As at May 31, 2009 the Company had a working capital surplus of $290,005 ($521,151 surplus at August 31, 2008). The Company’s current assets at May 31, 2009 include $15,839 in cash ($46,951 – August 31, 2008), $7,132 in GST receivable ($74,174 – August 31, 2008), $nil in tax credits receivable ($389,591 – August 31, 2008), term deposits of $263,124 and $10,237 in prepaid expenses. The Company has no other liquid assets as at May 31, 2009. The Company has total non-current assets of $4,486,527 of which $4,471,429 is capitalized exploration expenditures. Accounts payable have decreased to $6,327 on May 31, 2009 from $21,446 on August 31, 2008.

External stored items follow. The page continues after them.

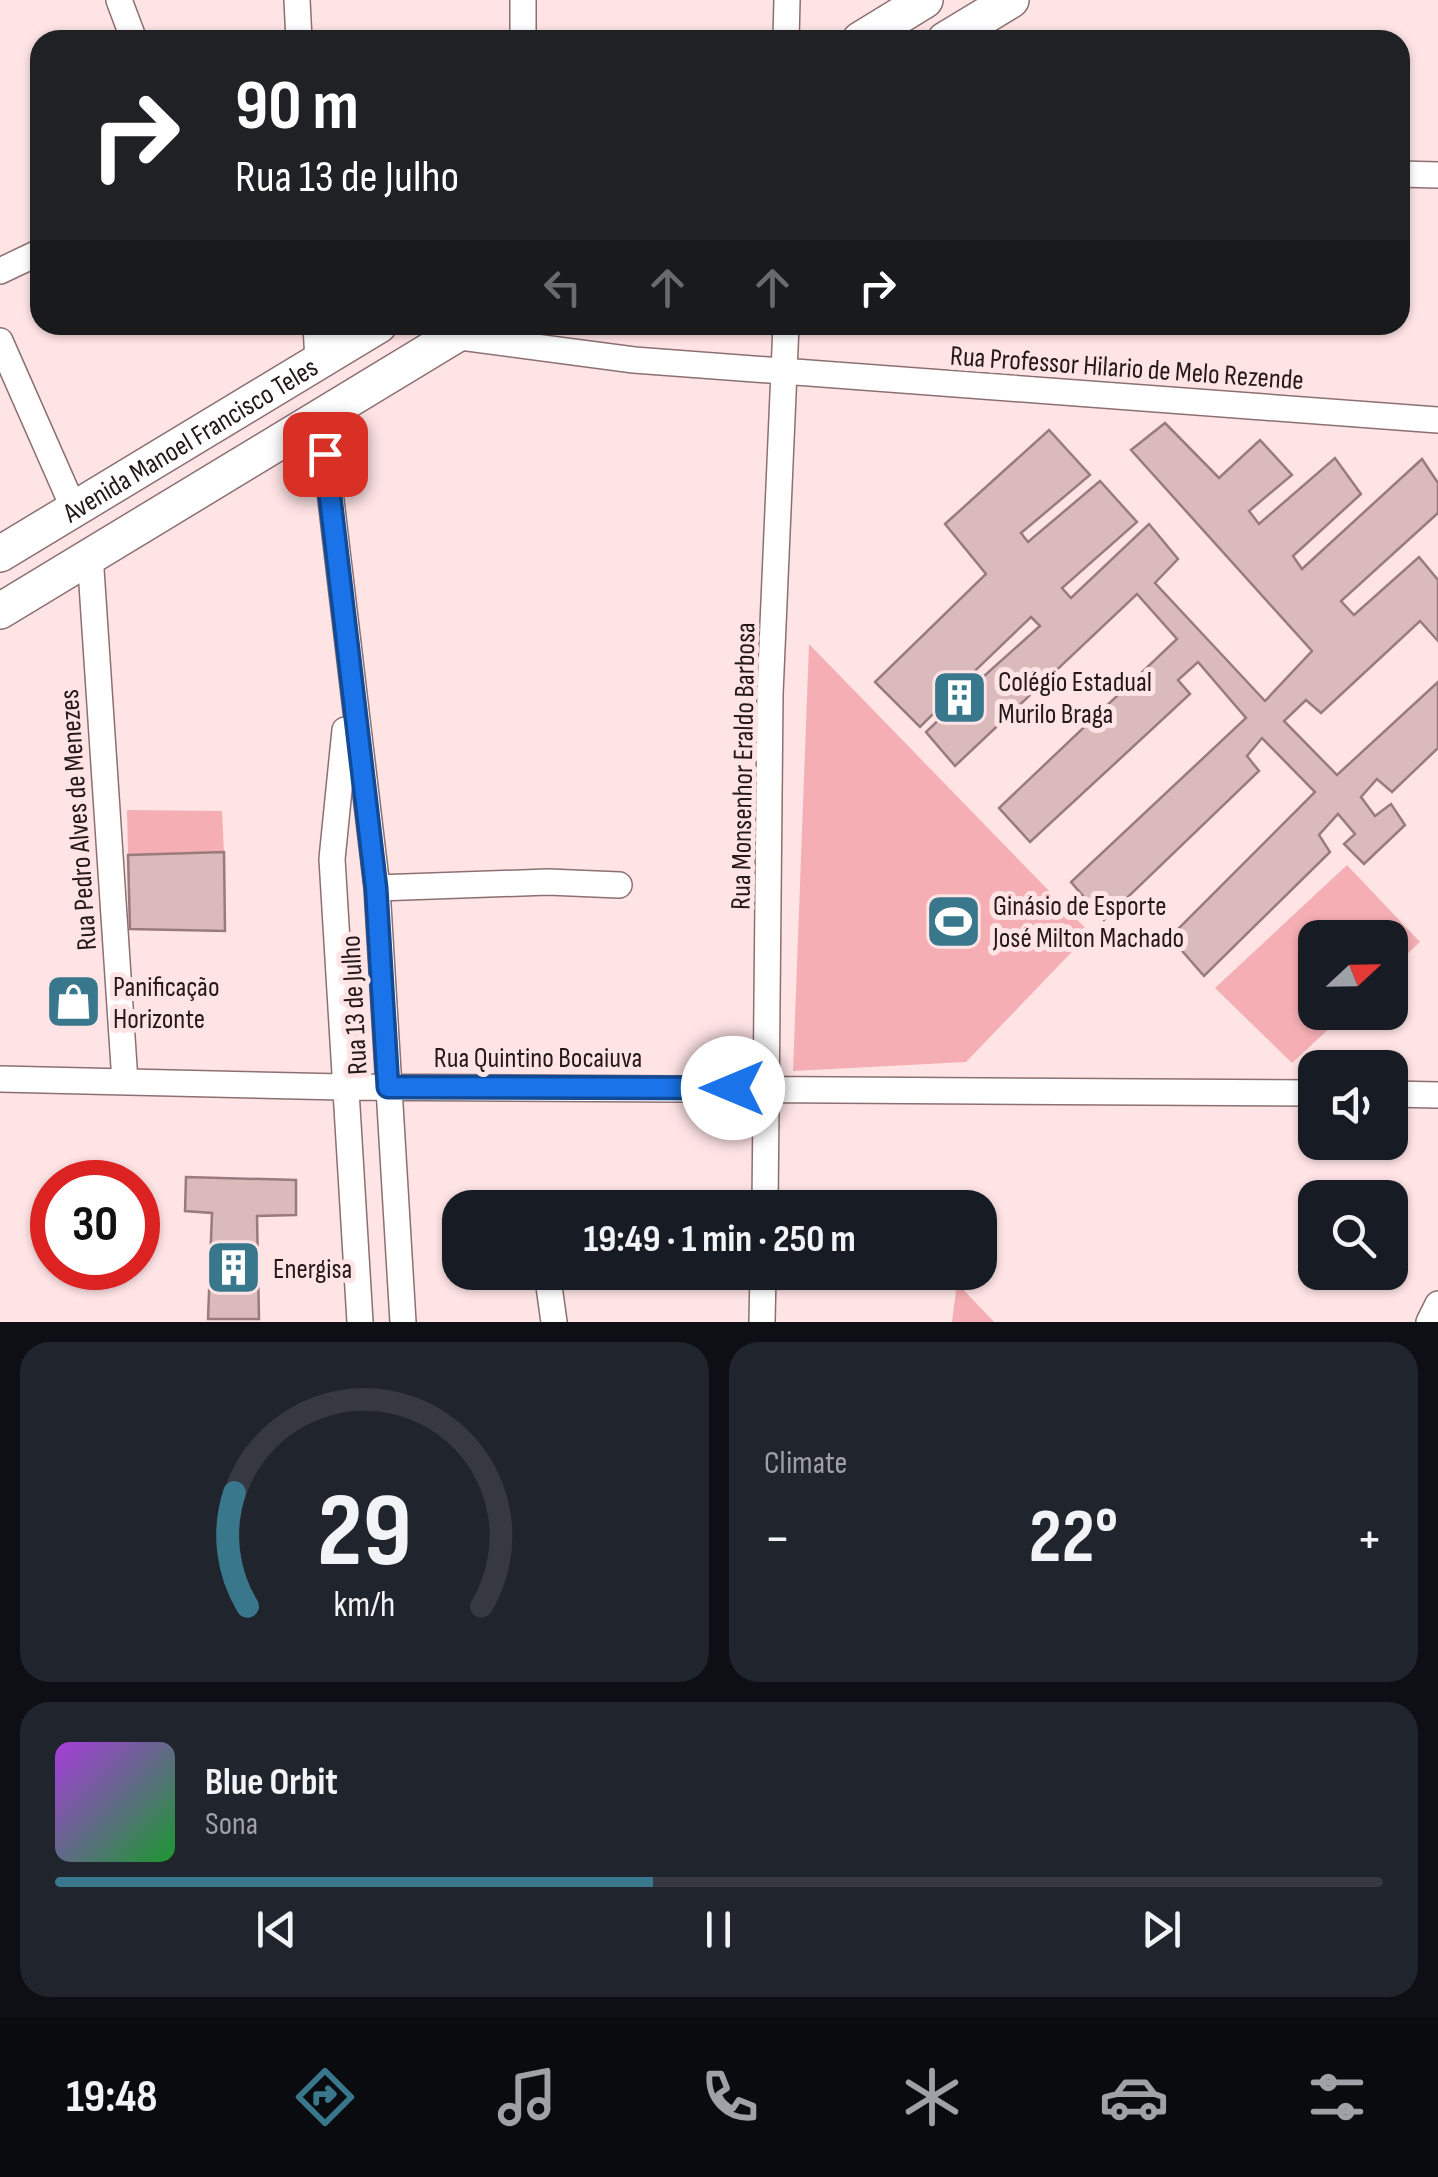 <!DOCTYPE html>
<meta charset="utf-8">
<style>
body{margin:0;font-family:"Sofia Sans Condensed",sans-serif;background:#20242c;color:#f1f3f6;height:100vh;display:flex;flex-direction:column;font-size:38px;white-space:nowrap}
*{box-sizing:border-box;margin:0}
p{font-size:32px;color:#9ea1a6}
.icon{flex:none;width:55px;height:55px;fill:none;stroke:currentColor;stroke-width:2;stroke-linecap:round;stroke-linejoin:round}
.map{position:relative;height:1322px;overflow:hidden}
.panel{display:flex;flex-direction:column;gap:20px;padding:20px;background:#0d0f14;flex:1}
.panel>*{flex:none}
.guide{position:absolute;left:30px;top:30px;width:1380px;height:305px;border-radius:30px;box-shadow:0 2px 8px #0004;background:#202124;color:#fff;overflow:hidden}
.needle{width:65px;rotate:68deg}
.tools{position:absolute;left:1298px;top:920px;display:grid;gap:20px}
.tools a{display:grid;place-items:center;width:110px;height:110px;border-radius:20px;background:#171b24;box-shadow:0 2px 8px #0004;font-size:50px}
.speed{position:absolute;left:30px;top:1160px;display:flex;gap:20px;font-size:50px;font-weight:700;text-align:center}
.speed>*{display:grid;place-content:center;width:130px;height:130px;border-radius:50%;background:#171b24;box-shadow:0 2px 8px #0004;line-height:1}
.speed .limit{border:15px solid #d22;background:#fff;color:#111}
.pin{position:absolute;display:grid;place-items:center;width:85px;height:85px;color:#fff;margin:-42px;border-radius:20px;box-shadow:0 5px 15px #0006}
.me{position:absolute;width:110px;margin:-55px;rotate:270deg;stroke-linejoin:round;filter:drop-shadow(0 0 8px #0008)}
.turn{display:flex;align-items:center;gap:35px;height:210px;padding:0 40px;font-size:45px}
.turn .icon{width:130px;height:130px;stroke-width:2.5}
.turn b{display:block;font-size:70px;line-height:85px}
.lanes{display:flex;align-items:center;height:95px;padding:0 40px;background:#0003;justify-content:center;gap:50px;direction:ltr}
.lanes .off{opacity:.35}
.big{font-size:75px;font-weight:700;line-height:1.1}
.panel .tile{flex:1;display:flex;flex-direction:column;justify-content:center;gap:15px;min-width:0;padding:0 35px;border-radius:30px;background:#20242c}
.panel .dial{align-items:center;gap:0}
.dial svg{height:260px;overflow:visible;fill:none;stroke:#363941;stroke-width:7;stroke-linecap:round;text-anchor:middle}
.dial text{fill:#f1f3f6;stroke:none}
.song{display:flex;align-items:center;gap:30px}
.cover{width:120px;height:120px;border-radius:15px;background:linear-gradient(135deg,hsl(280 70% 55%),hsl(130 70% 35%))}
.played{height:10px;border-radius:5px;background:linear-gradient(90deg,#39778d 45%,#363941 45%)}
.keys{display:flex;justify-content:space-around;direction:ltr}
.heat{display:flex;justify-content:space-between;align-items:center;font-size:55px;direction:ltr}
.panel .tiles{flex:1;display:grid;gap:20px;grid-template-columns:1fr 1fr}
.tile:last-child{grid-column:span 2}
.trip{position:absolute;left:442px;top:1190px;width:555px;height:100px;border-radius:30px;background:#171b24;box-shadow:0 2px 8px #0004;font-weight:700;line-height:100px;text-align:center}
.tabs{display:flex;height:160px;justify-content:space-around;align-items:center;background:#090b0e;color:#9ea1a6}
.tabs .icon{width:70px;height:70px}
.tabs .current{color:#39778d}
.tabs b{font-size:45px;color:#f1f3f6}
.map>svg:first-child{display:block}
.green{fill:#f5afb4}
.building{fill:#dababb;stroke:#997b7d;stroke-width:2.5;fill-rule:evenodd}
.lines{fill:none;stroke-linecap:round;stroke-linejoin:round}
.street-casing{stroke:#8c6f71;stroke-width:28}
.secondary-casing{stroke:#8c6f71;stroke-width:38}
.street{stroke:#fff;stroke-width:25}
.secondary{stroke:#fff;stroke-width:35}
.route-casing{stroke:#114b97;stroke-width:25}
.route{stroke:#1a73e8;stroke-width:18}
.labels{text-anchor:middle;stroke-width:10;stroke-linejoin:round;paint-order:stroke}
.street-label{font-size:28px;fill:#241819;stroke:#ffe4e6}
.poi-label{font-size:28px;fill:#241819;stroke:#ffe4e6;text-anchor:start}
</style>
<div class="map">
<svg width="1438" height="1322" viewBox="0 0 1438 1322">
<rect width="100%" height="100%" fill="#ffe4e6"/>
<path class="green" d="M809 644 1090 933 966 1062 793 1071Z
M127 810 222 811 224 852 128 855Z
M1347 865 1420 942 1390 970V938H1315V1012L1346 1013 1292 1063 1215 988Z
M957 1283 994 1322H952Z"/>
<path class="building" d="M1165 423 1219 478 1260 440 1292 475 1249 511 1259 524 1335 458 1361 494 1293 556 1302 569 1422 459 1438 483V513L1341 601 1354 615 1419 557 1438 580V641L1420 621 1321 713 1306 700 1284 721 1337 775 1438 682V748L1392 792 1377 779 1361 797 1375 816 1391 804 1405 825 1364 864 1344 844 1355 834 1338 814 1319 835 1330 852 1204 976 1170 937 1315 792 1262 738 1247 756 1259 771 1104 920 1071 882 1246 718 1198 662 1178 680 1190 694 1030 842 999 808 1177 639 1137 594 955 766 926 732 950 709 944 703 920 727 875 682 986 574 945 524 1049 430 1090 475 1021 533 1028 542 1100 481 1137 522 1062 588 1071 598 1149 524 1178 559 1155 583 1265 701 1312 651 1131 450ZM1031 617 1040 626 964 694 958 687Z
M224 852 225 931 130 929 128 855Z
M186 1177 296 1180V1215L257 1216 259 1319H208L212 1213 185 1211Z"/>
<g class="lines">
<defs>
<path id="street" d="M119 0 134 40
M297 0 299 40
M523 0V40
M786 40 787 0
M1400 174 1438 175
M0 271 40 252
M316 325 318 361
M453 336 634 360 1438 420
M0 341 74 509
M321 416 377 888 403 1322
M90 554 125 1082
M345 730 332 859 360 1322
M377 888 548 882 619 885
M0 1079 342 1087 1315 1093
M1390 1094 1438 1095
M765 1208 770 694 786 325
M547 1272 554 1322
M762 1322 763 1272
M1429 1322 1438 1304"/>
<g id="secondary">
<path d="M860 40 925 0"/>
<path d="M945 40 1011 0"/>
<path id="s1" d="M0 554 379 325"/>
<path d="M0 611 472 325"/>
</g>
</defs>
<use href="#street" class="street-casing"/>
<use href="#secondary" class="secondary-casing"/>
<use href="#street" class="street"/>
<use href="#secondary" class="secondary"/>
</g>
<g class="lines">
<defs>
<path id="route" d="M325 454 376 888 388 1087 733 1088"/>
</defs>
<use href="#route" class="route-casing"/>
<use href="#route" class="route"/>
</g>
<defs>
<symbol id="building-square" viewBox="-11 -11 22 22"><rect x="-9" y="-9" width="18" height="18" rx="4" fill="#39778d" stroke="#ffe4e6"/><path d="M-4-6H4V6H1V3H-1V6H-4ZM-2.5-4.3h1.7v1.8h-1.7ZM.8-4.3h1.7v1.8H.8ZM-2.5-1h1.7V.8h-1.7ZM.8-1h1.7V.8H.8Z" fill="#fff"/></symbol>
<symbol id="stadium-square" viewBox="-11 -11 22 22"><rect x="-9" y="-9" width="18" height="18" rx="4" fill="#39778d" stroke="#ffe4e6"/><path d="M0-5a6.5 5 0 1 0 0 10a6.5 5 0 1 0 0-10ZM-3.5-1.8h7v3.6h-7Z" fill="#fff"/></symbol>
<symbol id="shop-square" viewBox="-11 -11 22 22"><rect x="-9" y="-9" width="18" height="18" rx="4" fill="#39778d" stroke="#ffe4e6"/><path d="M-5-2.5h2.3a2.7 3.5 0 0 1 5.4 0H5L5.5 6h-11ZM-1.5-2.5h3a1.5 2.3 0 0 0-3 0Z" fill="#fff"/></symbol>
</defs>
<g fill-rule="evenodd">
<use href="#building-square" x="928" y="666" width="63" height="63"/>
<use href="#stadium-square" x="922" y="890" width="63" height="63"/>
<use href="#shop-square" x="42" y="970" width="63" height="63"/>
<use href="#building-square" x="202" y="1236" width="63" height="63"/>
</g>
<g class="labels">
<g class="street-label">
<text transform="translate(1127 367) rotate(4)" y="10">Rua Professor Hilario de Melo Rezende</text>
<text dy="10" stroke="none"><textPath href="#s1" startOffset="222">Avenida Manoel Francisco Teles</textPath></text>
<text transform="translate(742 766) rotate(-89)" y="10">Rua Monsenhor Eraldo Barbosa</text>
<text transform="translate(77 820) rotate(-94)" y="10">Rua Pedro Alves de Menezes</text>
<text transform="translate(353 1005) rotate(-93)" y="10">Rua 13 de Julho</text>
<text x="538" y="1067">Rua Quintino Bocaiuva</text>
</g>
<g class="poi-label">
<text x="998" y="691">Colégio Estadual<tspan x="998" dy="32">Murilo Braga</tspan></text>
<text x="993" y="915">Ginásio de Esporte<tspan x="993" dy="32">José Milton Machado</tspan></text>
<text x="113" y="996">Panificação<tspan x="113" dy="32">Horizonte</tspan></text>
<text x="273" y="1278">Energisa</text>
</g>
</g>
</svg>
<div class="tools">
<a><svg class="needle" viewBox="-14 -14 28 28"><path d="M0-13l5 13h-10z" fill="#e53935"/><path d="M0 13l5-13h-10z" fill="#9ea1a6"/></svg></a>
<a><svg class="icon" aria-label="sound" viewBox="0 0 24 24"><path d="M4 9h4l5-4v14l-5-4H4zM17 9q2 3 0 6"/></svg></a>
<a><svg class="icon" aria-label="search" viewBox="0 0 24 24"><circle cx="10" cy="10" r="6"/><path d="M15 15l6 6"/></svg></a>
</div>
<div class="speed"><div class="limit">30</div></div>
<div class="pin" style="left:325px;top:454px;background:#d93025"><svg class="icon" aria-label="arrive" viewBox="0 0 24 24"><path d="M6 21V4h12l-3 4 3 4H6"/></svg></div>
<svg class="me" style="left:733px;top:1088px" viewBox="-20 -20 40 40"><circle r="19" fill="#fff"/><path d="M0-13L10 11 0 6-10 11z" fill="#1a73e8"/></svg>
<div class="trip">19:49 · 1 min · 250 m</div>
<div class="guide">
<div class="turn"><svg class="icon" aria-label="right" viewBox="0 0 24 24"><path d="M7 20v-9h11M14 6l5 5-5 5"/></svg><div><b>90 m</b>Rua 13 de Julho</div></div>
<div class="lanes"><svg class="icon off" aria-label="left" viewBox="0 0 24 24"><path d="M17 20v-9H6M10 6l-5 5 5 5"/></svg><svg class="icon off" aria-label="ahead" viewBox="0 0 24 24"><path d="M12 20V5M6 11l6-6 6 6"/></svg><svg class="icon off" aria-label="ahead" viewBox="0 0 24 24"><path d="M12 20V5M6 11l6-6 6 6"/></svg><svg class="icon" aria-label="right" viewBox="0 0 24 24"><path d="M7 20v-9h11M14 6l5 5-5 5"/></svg></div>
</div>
</div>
<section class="panel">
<div class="tiles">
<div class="tile dial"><svg viewBox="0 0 100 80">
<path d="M14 69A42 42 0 1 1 86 69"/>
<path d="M14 69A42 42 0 0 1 10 34" stroke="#39778d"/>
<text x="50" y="56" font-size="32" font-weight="700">29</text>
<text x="50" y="72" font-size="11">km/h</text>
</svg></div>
<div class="tile"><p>Climate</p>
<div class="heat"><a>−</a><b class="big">22°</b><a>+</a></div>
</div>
<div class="tile">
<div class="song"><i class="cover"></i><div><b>Blue Orbit</b><p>Sona</p></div></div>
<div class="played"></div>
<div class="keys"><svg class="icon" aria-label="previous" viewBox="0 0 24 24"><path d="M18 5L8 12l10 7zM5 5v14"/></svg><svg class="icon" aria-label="pause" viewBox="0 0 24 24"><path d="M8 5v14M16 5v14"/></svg><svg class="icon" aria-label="next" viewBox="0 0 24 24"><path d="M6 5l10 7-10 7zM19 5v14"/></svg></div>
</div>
</div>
</section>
<nav class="tabs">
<b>19:48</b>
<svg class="icon current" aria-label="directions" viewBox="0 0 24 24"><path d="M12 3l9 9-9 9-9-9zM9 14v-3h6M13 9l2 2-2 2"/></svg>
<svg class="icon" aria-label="music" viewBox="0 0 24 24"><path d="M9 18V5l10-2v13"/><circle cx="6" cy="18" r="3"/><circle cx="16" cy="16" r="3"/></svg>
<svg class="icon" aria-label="phone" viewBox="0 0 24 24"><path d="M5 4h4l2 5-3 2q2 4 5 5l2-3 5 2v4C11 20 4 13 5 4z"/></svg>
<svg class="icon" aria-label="climate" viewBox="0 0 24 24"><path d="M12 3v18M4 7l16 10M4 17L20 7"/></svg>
<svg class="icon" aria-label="car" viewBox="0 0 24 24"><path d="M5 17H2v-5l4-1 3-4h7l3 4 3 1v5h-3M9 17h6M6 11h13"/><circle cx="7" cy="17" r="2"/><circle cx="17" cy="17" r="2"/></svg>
<svg class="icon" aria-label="filters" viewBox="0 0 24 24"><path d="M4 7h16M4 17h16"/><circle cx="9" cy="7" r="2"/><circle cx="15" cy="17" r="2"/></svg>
</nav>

In order to maintain operations and cover administrative costs, the Company will need to raise additional financing. In the past the Company has relied on sales of equity securities to meet its cash requirements. There can be no assurance that additional funding from this or other sources will be available in the future to satisfy operational requirements and cash commitments.

SHARE CAPITAL

The total number of shares outstanding as at May 31, 2009 was 12,175,511.

There were 785,000 stock options outstanding, exercisable at a weighted average price of $0.85 per share and having an average weighted life of 2.57 years.

On May 31, 2009 the Company had no share purchase warrants outstanding.

RELATED PARTY TRANSACTIONS

All transactions with related parties have occurred in the normal course of operations and are measured at the exchange amount, which is the amount of consideration established and agreed to by the related parties:

a) During the nine months ended May 31, 2009, the President charged the Company

$45,000 in management fees (2008 -$65,000). At May 31, 2009 the Company owes

$2,934 (2008 -$2,909).

b) During the nine months ended May 31, 2009, a Director charged the Company

$45,000 in consulting fees (2008 -$65,000). At May 31, 2009 the Company owes

$nil (2008 -$nil).

CHANGES IN ACCOUNTING POLICIES

There has been no change in the Company’s accounting policies during the period.

STOCK OPTIONS

No stock options were exercised during the nine months ended May 31, 2009.

ADDITIONAL INFORMATION

Additional information is available on the SEDAR website at www.sedar.com.